[[ Record excerpts open ]]

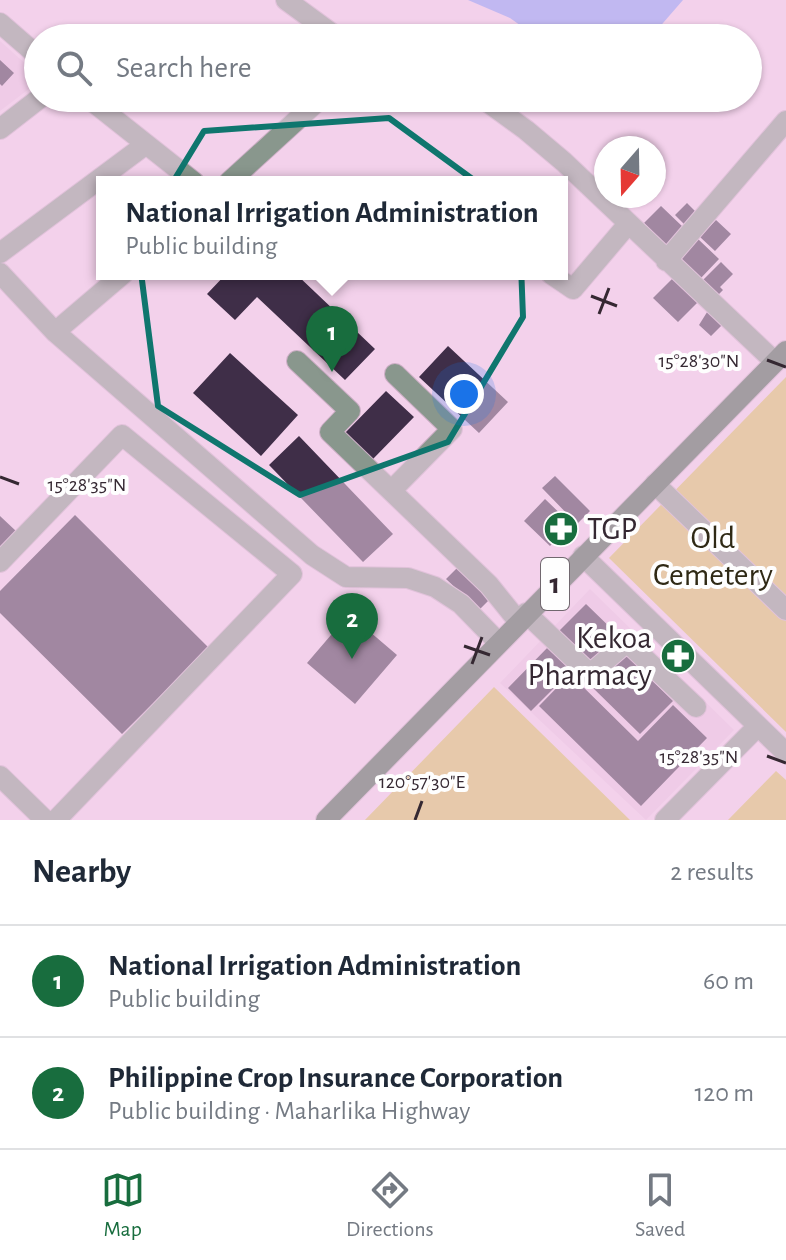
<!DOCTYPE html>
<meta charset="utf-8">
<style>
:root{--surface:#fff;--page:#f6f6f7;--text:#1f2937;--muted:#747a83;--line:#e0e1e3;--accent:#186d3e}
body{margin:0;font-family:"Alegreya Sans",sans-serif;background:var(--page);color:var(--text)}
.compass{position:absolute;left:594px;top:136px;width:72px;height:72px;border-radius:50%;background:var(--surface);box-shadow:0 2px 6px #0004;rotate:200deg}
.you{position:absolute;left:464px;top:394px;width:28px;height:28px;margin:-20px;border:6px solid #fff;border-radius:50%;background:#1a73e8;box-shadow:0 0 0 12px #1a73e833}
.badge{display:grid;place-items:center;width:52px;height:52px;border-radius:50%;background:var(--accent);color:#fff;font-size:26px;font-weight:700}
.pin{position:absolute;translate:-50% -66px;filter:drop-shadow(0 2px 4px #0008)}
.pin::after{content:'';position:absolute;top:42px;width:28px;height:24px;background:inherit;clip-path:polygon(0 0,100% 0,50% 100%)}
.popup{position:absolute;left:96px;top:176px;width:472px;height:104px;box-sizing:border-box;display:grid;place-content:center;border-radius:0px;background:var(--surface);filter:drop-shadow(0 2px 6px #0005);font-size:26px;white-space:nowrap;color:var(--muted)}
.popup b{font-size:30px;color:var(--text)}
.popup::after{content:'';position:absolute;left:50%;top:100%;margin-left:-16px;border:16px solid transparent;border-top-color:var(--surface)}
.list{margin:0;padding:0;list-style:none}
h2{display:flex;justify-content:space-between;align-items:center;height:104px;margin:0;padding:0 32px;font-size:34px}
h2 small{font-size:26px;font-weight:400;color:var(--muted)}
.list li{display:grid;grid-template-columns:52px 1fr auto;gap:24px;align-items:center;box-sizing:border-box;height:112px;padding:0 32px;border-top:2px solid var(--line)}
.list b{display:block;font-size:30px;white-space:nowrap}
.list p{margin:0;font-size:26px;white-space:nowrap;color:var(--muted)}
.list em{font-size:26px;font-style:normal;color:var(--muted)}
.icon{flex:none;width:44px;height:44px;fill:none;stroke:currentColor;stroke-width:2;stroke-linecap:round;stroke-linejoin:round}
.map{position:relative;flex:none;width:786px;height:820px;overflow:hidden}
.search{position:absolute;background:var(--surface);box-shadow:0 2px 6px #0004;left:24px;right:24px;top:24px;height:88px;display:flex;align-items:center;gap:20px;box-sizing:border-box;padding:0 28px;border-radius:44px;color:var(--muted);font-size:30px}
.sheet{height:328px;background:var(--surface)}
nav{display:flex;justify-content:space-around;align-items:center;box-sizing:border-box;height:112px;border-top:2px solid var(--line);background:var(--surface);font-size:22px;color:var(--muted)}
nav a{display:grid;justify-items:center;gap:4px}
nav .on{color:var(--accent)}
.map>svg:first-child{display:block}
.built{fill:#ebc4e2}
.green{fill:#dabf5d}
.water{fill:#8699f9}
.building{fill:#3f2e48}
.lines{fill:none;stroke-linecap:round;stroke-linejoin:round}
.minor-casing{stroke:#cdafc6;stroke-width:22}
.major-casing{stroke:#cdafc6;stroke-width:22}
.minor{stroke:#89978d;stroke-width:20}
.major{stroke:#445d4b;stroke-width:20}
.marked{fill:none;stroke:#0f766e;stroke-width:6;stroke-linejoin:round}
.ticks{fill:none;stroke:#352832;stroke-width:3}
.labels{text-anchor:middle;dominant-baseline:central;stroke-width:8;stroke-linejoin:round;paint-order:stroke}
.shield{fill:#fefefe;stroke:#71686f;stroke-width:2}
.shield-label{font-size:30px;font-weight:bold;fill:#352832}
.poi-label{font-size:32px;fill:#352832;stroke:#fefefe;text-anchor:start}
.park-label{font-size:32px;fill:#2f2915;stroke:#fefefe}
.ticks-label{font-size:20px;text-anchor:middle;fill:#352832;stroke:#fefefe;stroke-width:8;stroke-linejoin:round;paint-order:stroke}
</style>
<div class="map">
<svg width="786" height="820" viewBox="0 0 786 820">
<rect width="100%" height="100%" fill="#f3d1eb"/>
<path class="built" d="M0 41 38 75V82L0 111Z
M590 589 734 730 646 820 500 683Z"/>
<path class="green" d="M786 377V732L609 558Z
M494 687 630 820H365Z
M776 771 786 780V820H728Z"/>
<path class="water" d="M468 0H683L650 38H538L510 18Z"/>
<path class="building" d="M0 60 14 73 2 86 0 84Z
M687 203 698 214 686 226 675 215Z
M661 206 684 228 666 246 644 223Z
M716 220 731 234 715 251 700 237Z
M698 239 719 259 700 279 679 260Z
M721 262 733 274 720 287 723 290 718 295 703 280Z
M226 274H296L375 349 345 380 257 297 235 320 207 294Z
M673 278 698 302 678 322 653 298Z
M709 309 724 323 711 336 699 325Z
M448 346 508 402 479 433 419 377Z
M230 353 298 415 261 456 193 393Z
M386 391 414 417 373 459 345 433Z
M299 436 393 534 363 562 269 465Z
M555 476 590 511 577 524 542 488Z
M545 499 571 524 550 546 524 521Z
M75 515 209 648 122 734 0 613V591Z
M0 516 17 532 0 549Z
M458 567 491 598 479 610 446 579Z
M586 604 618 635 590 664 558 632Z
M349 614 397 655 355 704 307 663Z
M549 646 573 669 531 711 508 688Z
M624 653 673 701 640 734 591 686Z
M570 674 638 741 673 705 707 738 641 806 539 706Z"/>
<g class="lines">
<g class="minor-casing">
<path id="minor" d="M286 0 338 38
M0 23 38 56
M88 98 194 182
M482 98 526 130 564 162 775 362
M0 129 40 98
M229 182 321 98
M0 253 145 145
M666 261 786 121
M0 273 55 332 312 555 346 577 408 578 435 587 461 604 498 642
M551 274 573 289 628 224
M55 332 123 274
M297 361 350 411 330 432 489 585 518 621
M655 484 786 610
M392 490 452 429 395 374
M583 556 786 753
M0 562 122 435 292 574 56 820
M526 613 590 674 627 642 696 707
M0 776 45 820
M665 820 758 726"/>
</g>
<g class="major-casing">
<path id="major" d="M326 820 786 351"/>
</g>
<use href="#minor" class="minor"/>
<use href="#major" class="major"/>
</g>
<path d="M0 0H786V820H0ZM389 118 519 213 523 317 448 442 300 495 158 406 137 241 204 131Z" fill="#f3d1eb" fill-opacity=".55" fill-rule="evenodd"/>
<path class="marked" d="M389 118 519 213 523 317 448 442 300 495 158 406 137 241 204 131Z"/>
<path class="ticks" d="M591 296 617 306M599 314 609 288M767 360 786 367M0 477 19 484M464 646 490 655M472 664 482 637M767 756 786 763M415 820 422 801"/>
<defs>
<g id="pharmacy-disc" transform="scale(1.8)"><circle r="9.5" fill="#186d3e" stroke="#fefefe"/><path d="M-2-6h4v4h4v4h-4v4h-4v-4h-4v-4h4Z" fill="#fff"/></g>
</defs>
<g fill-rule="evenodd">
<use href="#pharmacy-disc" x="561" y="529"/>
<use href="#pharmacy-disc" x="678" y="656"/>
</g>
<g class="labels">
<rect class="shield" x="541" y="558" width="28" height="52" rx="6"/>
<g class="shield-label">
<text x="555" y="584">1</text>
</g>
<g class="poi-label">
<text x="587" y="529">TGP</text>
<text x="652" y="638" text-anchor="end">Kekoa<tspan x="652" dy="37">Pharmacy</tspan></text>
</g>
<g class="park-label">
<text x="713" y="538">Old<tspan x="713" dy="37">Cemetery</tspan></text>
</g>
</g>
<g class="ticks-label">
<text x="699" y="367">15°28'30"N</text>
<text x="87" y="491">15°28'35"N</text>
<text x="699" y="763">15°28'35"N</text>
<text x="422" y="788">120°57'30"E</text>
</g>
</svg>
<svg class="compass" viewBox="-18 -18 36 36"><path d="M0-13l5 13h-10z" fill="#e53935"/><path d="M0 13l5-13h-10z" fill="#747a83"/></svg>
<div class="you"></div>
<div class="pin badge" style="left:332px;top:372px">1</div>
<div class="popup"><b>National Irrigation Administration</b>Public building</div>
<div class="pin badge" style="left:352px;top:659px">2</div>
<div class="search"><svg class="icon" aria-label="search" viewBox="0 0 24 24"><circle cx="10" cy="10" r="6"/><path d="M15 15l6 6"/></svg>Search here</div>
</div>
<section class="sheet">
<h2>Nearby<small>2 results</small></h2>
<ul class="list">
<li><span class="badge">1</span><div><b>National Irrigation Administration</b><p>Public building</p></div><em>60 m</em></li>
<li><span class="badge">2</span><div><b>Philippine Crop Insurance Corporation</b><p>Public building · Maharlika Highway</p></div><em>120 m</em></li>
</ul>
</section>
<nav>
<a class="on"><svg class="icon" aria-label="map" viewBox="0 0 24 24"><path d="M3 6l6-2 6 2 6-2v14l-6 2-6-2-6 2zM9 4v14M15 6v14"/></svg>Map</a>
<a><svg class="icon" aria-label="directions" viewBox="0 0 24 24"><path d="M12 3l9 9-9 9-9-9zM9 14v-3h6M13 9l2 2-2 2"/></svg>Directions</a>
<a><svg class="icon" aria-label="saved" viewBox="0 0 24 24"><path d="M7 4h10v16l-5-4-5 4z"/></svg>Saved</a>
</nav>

[[ Record excerpts closed ]]

Search the data and copy each line containing "list".

.list{margin:0;padding:0;list-style:none}
.list li{display:grid;grid-template-columns:52px 1fr auto;gap:24px;align-items:center;box-sizing:border-box;height:112px;padding:0 32px;border-top:2px solid var(--line)}
.list b{display:block;font-size:30px;white-space:nowrap}
.list p{margin:0;font-size:26px;white-space:nowrap;color:var(--muted)}
.list em{font-size:26px;font-style:normal;color:var(--muted)}
<ul class="list">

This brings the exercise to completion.